------ RECORDS FOR THIS TASK ------
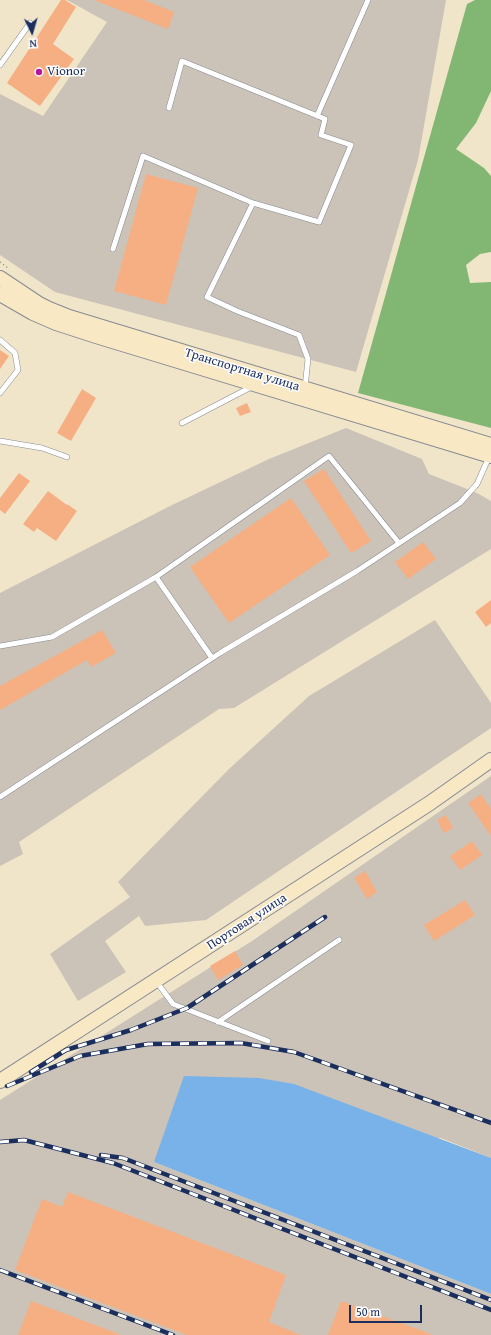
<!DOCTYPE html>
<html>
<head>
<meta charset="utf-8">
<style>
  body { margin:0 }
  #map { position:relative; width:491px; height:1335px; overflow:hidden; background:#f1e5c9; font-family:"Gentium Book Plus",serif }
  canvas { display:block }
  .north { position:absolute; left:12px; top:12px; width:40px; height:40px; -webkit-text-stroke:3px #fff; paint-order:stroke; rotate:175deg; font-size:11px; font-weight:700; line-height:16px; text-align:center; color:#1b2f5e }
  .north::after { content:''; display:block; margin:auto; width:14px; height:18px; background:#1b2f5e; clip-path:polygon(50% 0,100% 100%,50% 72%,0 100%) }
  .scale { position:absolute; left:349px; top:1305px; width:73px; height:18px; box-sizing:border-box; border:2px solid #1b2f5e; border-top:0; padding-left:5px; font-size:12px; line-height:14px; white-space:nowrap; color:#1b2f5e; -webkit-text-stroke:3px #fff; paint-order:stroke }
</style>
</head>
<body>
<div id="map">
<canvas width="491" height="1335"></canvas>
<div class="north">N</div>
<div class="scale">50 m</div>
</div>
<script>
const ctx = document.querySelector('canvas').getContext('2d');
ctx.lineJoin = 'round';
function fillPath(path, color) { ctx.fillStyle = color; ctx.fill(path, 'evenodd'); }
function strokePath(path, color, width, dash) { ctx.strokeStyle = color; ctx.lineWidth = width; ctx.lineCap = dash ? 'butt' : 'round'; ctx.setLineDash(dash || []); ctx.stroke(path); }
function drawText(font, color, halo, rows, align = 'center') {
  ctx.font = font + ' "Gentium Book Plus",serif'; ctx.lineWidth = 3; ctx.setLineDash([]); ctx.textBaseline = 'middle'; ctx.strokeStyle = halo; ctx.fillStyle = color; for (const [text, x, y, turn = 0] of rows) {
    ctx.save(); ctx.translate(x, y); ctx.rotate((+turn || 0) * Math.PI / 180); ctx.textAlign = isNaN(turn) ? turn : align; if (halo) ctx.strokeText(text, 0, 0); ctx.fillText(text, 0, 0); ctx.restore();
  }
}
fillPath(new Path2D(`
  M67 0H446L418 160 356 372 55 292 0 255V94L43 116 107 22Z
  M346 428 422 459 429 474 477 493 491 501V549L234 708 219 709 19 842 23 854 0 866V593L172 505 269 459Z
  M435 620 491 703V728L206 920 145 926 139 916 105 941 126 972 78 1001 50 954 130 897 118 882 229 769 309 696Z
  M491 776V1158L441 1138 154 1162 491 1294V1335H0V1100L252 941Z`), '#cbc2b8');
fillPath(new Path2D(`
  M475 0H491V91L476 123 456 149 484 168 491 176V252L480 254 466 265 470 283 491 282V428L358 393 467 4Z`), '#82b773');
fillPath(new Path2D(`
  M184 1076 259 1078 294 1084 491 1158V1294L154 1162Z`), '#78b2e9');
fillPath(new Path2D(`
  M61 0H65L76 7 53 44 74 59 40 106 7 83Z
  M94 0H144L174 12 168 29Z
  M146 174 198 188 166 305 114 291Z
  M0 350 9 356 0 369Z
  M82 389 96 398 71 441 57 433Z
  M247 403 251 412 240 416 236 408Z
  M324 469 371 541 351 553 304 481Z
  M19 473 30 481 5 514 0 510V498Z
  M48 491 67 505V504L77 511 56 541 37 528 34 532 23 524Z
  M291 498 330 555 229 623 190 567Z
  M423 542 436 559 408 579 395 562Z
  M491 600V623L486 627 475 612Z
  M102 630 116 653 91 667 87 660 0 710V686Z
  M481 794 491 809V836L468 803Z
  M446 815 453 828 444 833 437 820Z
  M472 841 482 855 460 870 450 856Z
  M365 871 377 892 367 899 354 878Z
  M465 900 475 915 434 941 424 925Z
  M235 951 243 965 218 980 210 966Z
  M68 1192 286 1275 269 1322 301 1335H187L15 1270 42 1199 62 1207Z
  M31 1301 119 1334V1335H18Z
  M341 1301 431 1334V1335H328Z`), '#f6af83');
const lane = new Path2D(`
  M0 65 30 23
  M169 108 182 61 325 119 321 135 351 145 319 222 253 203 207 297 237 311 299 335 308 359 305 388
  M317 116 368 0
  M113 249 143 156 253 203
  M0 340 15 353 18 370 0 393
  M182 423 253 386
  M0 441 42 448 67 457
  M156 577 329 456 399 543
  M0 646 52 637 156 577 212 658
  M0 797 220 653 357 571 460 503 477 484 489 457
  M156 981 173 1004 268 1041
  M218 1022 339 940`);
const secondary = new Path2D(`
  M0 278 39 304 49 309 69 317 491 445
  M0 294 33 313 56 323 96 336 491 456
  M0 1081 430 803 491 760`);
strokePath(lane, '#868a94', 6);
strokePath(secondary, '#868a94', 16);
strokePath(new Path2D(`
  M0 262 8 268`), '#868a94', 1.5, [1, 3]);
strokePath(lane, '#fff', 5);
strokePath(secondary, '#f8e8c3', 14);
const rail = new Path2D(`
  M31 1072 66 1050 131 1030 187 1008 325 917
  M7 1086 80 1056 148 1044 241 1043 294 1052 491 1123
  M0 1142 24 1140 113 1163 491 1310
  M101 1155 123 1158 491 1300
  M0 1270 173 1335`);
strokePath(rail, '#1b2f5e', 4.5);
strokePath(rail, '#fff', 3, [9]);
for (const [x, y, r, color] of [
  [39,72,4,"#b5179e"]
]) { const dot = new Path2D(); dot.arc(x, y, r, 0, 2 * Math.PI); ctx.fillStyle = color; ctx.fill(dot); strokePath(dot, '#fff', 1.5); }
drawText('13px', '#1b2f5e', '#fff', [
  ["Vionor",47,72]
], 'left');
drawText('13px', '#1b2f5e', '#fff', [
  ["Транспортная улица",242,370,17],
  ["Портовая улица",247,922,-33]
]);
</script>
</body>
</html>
------
From the opening line of the entries above to the line containing "function strokePath(path, color, width, dash)", please transcribe each line exactly, skipping every picture.

▸ **REPLY TO THE EXERCISE**
<!DOCTYPE html>
<html>
<head>
<meta charset="utf-8">
<style>
  body { margin:0 }
  #map { position:relative; width:491px; height:1335px; overflow:hidden; background:#f1e5c9; font-family:"Gentium Book Plus",serif }
  canvas { display:block }
  .north { position:absolute; left:12px; top:12px; width:40px; height:40px; -webkit-text-stroke:3px #fff; paint-order:stroke; rotate:175deg; font-size:11px; font-weight:700; line-height:16px; text-align:center; color:#1b2f5e }
  .north::after { content:''; display:block; margin:auto; width:14px; height:18px; background:#1b2f5e; clip-path:polygon(50% 0,100% 100%,50% 72%,0 100%) }
  .scale { position:absolute; left:349px; top:1305px; width:73px; height:18px; box-sizing:border-box; border:2px solid #1b2f5e; border-top:0; padding-left:5px; font-size:12px; line-height:14px; white-space:nowrap; color:#1b2f5e; -webkit-text-stroke:3px #fff; paint-order:stroke }
</style>
</head>
<body>
<div id="map">
<canvas width="491" height="1335"></canvas>
<div class="north">N</div>
<div class="scale">50 m</div>
</div>
<script>
const ctx = document.querySelector('canvas').getContext('2d');
ctx.lineJoin = 'round';
function fillPath(path, color) { ctx.fillStyle = color; ctx.fill(path, 'evenodd'); }
function strokePath(path, color, width, dash) { ctx.strokeStyle = color; ctx.lineWidth = width; ctx.lineCap = dash ? 'butt' : 'round'; ctx.setLineDash(dash || []); ctx.stroke(path); }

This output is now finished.